_GIVEN INFORMATION_
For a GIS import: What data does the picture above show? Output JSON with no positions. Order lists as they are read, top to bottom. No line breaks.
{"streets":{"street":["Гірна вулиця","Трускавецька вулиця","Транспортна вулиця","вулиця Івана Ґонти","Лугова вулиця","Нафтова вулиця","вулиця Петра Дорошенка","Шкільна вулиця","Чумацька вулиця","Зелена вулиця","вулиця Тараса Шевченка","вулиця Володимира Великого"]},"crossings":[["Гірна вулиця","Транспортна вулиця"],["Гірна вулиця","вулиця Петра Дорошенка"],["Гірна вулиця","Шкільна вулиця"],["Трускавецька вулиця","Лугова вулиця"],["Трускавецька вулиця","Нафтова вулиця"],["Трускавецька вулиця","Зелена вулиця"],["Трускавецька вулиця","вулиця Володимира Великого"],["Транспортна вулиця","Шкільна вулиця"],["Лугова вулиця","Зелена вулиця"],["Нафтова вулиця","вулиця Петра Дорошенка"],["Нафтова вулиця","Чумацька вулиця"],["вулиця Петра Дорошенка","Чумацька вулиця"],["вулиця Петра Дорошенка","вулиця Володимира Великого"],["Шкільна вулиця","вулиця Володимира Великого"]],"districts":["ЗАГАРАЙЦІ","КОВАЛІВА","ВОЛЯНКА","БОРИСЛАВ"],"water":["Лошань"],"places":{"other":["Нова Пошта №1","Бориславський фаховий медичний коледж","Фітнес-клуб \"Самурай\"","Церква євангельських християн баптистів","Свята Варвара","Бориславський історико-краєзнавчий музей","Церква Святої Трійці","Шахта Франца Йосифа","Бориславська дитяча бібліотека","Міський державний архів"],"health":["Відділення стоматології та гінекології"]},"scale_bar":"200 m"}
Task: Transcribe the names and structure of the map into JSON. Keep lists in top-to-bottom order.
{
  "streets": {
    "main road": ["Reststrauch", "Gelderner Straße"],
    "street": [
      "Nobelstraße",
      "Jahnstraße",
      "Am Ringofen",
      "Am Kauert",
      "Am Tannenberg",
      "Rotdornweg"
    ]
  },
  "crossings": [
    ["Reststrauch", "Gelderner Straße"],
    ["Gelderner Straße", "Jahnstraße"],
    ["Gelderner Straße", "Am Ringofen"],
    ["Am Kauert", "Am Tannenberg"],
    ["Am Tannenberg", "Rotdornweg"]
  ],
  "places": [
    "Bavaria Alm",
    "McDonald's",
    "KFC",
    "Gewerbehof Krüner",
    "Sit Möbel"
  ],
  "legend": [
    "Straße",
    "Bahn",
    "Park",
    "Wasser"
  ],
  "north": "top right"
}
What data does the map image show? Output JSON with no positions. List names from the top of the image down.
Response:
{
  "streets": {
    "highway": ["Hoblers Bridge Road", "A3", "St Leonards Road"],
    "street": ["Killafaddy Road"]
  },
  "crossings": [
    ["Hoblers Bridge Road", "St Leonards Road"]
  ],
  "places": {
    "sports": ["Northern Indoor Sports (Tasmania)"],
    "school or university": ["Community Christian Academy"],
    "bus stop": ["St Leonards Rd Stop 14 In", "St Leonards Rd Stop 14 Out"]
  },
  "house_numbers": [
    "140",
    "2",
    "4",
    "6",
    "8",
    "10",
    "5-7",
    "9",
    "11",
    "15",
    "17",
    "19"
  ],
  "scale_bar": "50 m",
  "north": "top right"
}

_TO DO_
Taking the entries above, write out exactly each line from the one holding "Task: Transcribe the" to the one holding "What data does the map", both included, and stop there.

_EXERCISE OUTPUT_
Task: Transcribe the names and structure of the map into JSON. Keep lists in top-to-bottom order.
{
  "streets": {
    "main road": ["Reststrauch", "Gelderner Straße"],
    "street": [
      "Nobelstraße",
      "Jahnstraße",
      "Am Ringofen",
      "Am Kauert",
      "Am Tannenberg",
      "Rotdornweg"
    ]
  },
  "crossings": [
    ["Reststrauch", "Gelderner Straße"],
    ["Gelderner Straße", "Jahnstraße"],
    ["Gelderner Straße", "Am Ringofen"],
    ["Am Kauert", "Am Tannenberg"],
    ["Am Tannenberg", "Rotdornweg"]
  ],
  "places": [
    "Bavaria Alm",
    "McDonald's",
    "KFC",
    "Gewerbehof Krüner",
    "Sit Möbel"
  ],
  "legend": [
    "Straße",
    "Bahn",
    "Park",
    "Wasser"
  ],
  "north": "top right"
}
What data does the map image show? Output JSON with no positions. List names from the top of the image down.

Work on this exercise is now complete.